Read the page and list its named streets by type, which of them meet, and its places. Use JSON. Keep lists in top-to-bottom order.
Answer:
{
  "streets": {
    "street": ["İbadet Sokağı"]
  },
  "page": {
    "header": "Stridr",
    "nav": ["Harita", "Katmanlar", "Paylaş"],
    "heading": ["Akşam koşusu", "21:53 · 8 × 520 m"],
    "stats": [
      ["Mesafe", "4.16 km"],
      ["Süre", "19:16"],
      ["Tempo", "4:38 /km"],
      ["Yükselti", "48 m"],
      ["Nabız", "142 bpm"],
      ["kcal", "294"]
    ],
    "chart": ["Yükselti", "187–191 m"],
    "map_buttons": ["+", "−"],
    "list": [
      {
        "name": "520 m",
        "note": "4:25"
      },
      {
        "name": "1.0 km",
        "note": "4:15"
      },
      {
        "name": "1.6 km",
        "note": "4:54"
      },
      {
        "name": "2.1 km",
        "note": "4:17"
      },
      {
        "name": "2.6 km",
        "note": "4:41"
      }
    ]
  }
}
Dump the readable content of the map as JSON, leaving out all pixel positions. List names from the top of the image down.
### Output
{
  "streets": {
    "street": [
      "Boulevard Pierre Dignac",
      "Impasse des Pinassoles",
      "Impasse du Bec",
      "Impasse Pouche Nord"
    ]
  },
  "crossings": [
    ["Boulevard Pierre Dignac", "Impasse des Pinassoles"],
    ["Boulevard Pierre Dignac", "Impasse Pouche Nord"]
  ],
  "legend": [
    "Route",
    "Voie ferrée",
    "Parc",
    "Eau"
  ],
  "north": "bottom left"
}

§ Task brief:
Reproduce each line of the data without any change.

§ Result:
Read the page and list its named streets by type, which of them meet, and its places. Use JSON. Keep lists in top-to-bottom order.
Answer:
{
  "streets": {
    "street": ["İbadet Sokağı"]
  },
  "page": {
    "header": "Stridr",
    "nav": ["Harita", "Katmanlar", "Paylaş"],
    "heading": ["Akşam koşusu", "21:53 · 8 × 520 m"],
    "stats": [
      ["Mesafe", "4.16 km"],
      ["Süre", "19:16"],
      ["Tempo", "4:38 /km"],
      ["Yükselti", "48 m"],
      ["Nabız", "142 bpm"],
      ["kcal", "294"]
    ],
    "chart": ["Yükselti", "187–191 m"],
    "map_buttons": ["+", "−"],
    "list": [
      {
        "name": "520 m",
        "note": "4:25"
      },
      {
        "name": "1.0 km",
        "note": "4:15"
      },
      {
        "name": "1.6 km",
        "note": "4:54"
      },
      {
        "name": "2.1 km",
        "note": "4:17"
      },
      {
        "name": "2.6 km",
        "note": "4:41"
      }
    ]
  }
}
Dump the readable content of the map as JSON, leaving out all pixel positions. List names from the top of the image down.
### Output
{
  "streets": {
    "street": [
      "Boulevard Pierre Dignac",
      "Impasse des Pinassoles",
      "Impasse du Bec",
      "Impasse Pouche Nord"
    ]
  },
  "crossings": [
    ["Boulevard Pierre Dignac", "Impasse des Pinassoles"],
    ["Boulevard Pierre Dignac", "Impasse Pouche Nord"]
  ],
  "legend": [
    "Route",
    "Voie ferrée",
    "Parc",
    "Eau"
  ],
  "north": "bottom left"
}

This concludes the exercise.